Aim of the task: Of all the entries below, retype only the lines from the one with "function drawText(font, color, halo, rows, align" through the one with "M856,0H905V25H856Z", exactly as they appear.

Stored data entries
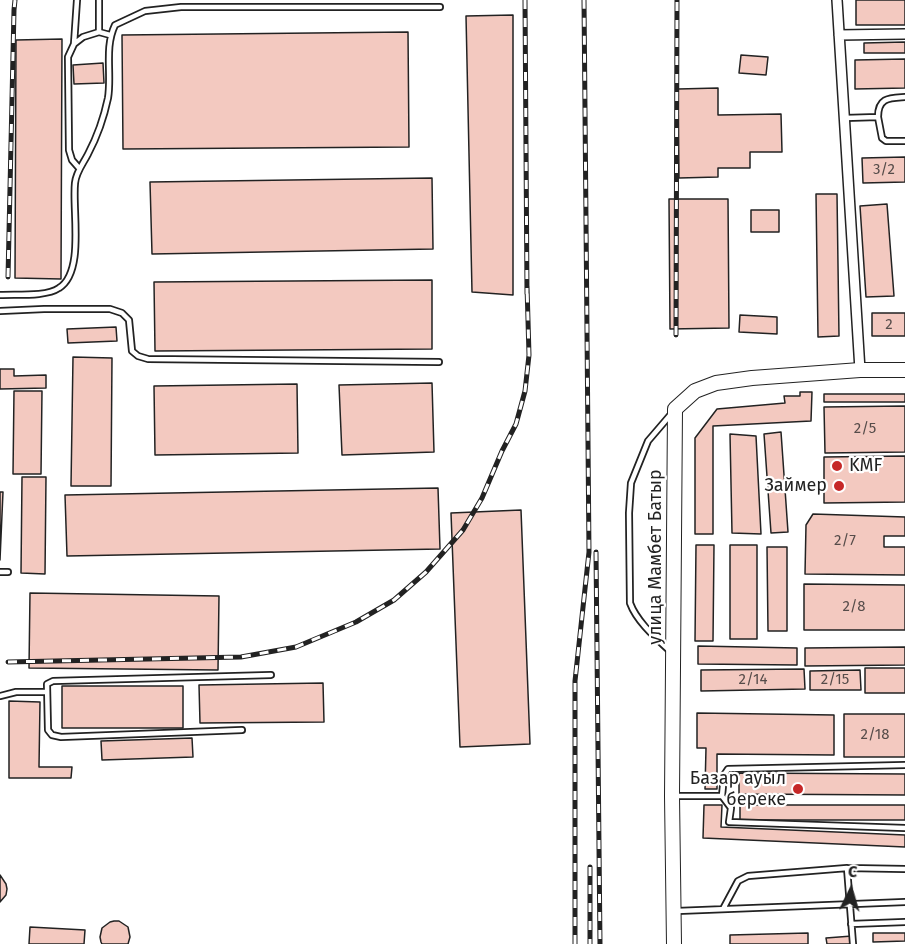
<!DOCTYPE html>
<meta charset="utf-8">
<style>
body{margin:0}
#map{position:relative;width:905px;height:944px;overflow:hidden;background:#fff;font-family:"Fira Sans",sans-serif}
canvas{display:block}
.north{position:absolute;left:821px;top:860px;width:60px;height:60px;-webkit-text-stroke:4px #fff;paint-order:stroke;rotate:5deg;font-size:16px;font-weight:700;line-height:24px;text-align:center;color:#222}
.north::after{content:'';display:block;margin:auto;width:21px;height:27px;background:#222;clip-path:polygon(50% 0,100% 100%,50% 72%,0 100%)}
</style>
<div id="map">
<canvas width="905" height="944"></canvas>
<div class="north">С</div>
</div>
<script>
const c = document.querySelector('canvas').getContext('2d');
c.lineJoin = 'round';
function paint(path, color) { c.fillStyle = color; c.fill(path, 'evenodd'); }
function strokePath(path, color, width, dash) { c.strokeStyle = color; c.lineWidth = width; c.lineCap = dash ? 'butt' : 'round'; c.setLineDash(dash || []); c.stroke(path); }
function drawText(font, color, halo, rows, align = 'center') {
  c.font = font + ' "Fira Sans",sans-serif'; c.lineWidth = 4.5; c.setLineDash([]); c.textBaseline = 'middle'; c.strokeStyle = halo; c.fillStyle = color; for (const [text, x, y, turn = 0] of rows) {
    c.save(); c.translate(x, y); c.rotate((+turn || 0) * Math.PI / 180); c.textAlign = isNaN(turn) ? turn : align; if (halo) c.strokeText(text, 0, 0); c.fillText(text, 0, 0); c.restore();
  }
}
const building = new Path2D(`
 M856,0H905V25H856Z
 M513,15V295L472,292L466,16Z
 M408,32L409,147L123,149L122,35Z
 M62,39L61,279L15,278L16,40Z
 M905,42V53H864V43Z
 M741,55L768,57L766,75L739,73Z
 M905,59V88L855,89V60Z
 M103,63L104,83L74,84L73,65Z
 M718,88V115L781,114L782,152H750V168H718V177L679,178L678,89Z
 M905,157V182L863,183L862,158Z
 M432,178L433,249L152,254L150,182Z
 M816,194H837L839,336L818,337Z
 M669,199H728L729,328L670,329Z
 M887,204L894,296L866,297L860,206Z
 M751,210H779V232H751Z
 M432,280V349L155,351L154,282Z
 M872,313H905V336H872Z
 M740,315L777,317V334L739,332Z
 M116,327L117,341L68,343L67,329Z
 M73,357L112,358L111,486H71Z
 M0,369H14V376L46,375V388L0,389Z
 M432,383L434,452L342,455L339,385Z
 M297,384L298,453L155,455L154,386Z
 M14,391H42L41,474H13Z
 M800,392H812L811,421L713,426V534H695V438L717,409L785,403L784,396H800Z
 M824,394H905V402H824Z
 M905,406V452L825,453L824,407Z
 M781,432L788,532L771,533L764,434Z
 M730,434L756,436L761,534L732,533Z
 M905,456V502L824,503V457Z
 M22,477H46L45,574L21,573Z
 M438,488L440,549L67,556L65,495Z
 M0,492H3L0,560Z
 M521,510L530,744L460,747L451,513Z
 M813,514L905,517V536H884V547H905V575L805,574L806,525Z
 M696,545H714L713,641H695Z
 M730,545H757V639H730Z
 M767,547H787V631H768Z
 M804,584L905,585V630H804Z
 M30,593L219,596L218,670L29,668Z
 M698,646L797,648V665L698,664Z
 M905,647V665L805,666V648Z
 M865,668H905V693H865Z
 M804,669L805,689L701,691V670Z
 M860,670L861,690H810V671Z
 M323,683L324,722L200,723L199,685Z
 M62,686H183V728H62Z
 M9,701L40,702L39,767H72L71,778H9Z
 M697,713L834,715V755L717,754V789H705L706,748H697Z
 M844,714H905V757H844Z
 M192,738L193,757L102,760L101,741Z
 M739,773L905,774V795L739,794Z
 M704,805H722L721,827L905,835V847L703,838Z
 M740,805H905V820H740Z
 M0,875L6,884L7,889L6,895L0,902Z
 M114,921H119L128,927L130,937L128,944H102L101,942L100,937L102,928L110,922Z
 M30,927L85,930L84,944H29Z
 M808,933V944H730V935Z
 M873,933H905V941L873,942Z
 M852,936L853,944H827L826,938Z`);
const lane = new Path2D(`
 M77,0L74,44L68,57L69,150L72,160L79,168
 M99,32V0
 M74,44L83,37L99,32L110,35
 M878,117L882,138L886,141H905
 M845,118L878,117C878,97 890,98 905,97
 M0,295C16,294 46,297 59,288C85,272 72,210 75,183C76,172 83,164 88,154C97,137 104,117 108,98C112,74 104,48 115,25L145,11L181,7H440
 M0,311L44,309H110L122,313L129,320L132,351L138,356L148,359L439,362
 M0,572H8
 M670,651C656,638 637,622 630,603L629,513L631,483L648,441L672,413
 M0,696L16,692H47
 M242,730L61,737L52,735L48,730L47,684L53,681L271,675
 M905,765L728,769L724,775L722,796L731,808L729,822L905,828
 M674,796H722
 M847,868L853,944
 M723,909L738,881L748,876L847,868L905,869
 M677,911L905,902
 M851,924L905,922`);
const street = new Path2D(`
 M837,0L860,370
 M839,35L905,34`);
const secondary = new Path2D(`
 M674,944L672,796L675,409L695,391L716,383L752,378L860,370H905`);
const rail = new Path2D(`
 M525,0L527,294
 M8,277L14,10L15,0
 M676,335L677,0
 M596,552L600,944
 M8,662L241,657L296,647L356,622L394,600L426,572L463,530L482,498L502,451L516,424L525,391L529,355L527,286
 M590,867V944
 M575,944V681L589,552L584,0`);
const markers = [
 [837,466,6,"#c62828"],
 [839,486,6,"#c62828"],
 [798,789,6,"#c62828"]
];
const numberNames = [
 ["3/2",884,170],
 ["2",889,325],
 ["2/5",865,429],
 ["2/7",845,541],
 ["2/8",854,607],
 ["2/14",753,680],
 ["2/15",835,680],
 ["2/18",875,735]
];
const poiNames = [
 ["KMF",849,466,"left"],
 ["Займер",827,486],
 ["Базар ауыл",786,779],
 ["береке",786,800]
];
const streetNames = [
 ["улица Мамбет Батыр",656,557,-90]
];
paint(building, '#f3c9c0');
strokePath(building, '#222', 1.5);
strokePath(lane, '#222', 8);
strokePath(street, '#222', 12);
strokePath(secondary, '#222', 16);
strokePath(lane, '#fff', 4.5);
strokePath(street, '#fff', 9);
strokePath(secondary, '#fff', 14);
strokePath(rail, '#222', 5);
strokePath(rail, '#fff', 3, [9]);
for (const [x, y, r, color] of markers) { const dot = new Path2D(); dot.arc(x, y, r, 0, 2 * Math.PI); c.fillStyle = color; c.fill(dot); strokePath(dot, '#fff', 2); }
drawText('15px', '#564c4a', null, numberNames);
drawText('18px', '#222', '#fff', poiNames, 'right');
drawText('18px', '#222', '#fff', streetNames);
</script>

==

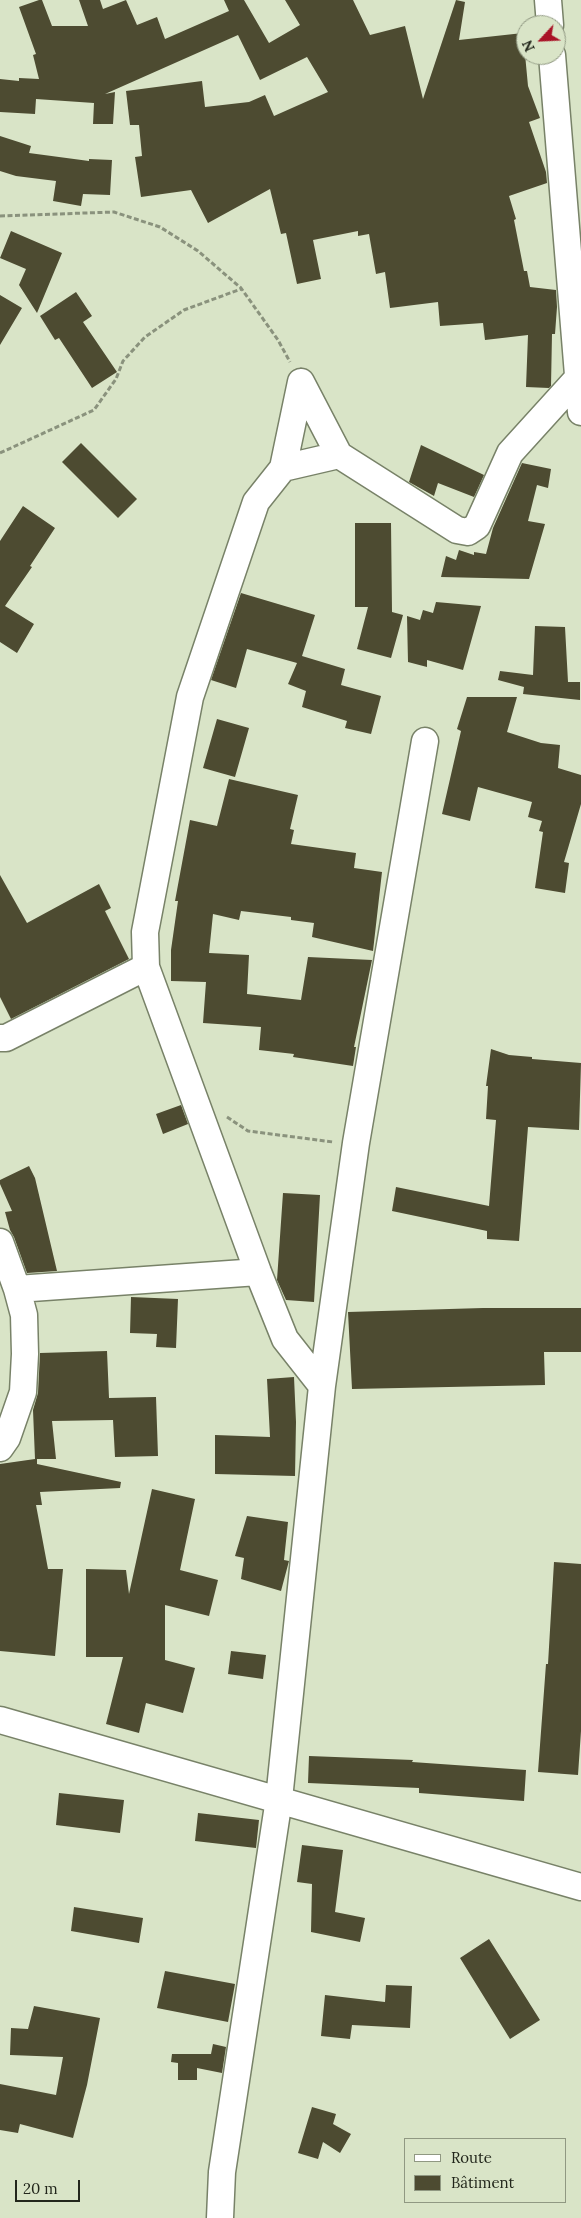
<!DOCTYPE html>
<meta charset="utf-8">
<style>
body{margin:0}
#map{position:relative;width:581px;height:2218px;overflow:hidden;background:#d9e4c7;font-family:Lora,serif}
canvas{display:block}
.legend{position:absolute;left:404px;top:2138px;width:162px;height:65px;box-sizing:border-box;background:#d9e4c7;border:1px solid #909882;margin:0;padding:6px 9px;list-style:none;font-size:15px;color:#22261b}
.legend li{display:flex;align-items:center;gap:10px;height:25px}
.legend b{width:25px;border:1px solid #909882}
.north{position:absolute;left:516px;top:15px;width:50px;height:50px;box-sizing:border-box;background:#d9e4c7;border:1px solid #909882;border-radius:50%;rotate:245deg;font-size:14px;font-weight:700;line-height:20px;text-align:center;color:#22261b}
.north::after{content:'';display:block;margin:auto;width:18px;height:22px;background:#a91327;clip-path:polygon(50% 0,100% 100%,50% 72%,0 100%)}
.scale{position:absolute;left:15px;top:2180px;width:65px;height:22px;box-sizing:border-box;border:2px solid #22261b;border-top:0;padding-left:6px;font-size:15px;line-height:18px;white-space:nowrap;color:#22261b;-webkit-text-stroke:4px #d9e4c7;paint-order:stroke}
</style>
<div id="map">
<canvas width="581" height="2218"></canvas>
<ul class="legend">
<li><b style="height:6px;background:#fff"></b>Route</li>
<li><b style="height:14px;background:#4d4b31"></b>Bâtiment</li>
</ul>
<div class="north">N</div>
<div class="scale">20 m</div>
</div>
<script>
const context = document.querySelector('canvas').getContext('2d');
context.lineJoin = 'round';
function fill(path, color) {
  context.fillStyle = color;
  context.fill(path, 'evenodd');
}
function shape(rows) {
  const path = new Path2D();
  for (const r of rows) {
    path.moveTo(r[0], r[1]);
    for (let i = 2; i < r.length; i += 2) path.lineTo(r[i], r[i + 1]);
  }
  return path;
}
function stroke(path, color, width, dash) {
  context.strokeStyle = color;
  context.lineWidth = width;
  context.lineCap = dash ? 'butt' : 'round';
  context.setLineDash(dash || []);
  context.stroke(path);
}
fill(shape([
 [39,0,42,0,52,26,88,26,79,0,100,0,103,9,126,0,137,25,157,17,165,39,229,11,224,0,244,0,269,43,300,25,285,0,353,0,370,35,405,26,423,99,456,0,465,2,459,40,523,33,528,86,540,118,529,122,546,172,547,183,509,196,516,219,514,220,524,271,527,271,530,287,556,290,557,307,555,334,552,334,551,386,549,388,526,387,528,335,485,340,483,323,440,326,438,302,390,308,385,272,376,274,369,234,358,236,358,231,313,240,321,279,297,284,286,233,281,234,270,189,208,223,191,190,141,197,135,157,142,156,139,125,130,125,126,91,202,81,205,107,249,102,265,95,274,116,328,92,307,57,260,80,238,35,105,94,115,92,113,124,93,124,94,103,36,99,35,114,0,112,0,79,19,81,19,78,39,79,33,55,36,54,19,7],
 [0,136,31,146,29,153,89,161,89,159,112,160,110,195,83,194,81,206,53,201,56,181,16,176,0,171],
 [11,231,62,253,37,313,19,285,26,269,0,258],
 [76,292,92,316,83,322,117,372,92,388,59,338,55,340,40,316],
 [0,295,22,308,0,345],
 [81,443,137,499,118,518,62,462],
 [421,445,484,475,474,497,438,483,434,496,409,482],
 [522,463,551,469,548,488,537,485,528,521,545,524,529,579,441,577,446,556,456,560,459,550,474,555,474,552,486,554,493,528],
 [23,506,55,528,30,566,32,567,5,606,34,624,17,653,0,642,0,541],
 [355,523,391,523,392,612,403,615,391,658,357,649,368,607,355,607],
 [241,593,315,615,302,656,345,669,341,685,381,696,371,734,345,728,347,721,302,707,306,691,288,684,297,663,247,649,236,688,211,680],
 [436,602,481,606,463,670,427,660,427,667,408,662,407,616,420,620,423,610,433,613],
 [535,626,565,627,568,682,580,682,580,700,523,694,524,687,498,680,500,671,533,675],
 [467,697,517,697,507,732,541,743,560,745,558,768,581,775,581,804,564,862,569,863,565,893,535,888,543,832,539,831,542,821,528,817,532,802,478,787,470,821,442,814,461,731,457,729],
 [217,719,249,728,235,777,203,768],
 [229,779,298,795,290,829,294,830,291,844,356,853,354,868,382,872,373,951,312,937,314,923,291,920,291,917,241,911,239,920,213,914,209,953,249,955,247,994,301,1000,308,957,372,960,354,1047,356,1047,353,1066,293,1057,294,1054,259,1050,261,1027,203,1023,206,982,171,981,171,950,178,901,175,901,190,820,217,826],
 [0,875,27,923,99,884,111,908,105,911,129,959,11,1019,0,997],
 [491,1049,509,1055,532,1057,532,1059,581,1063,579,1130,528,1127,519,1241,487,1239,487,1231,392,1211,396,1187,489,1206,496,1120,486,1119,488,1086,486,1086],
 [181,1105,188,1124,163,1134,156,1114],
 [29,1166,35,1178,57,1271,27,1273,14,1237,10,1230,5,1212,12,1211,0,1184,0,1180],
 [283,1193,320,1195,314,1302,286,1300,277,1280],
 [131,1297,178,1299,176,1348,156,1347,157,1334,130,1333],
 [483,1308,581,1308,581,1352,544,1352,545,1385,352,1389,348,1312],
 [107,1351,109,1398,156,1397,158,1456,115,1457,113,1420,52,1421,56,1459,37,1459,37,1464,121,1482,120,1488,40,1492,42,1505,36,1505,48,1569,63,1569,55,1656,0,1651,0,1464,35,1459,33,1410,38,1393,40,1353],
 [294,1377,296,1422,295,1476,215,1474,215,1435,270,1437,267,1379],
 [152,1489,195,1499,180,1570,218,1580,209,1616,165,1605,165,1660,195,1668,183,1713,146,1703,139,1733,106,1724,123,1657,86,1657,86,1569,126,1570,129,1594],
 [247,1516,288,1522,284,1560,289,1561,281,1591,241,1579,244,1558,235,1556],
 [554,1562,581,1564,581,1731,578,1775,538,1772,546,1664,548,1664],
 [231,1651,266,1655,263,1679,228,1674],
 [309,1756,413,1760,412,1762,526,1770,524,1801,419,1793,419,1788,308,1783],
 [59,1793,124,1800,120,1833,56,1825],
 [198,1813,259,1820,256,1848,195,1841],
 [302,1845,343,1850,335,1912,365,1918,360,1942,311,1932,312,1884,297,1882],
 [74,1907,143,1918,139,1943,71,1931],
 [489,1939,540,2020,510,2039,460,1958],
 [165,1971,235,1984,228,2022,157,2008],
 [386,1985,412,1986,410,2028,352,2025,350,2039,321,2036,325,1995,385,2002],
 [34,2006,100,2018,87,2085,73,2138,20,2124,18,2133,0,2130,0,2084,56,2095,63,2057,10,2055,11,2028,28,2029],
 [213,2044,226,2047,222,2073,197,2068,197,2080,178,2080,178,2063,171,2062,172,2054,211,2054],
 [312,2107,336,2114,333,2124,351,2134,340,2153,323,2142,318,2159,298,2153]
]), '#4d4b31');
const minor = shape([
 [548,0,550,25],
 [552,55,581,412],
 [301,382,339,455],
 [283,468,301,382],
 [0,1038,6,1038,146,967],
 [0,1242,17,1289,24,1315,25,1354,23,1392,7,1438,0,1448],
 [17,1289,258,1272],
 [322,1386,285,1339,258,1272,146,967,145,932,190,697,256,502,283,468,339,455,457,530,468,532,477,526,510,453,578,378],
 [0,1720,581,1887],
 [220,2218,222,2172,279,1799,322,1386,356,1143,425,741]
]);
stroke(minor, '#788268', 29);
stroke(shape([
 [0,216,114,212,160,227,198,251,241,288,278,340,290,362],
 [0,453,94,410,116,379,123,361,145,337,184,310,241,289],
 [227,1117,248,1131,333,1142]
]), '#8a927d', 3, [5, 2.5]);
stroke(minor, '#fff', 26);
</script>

Task answer:
function drawText(font, color, halo, rows, align = 'center') {
  c.font = font + ' "Fira Sans",sans-serif'; c.lineWidth = 4.5; c.setLineDash([]); c.textBaseline = 'middle'; c.strokeStyle = halo; c.fillStyle = color; for (const [text, x, y, turn = 0] of rows) {
    c.save(); c.translate(x, y); c.rotate((+turn || 0) * Math.PI / 180); c.textAlign = isNaN(turn) ? turn : align; if (halo) c.strokeText(text, 0, 0); c.fillText(text, 0, 0); c.restore();
  }
}
const building = new Path2D(`
 M856,0H905V25H856Z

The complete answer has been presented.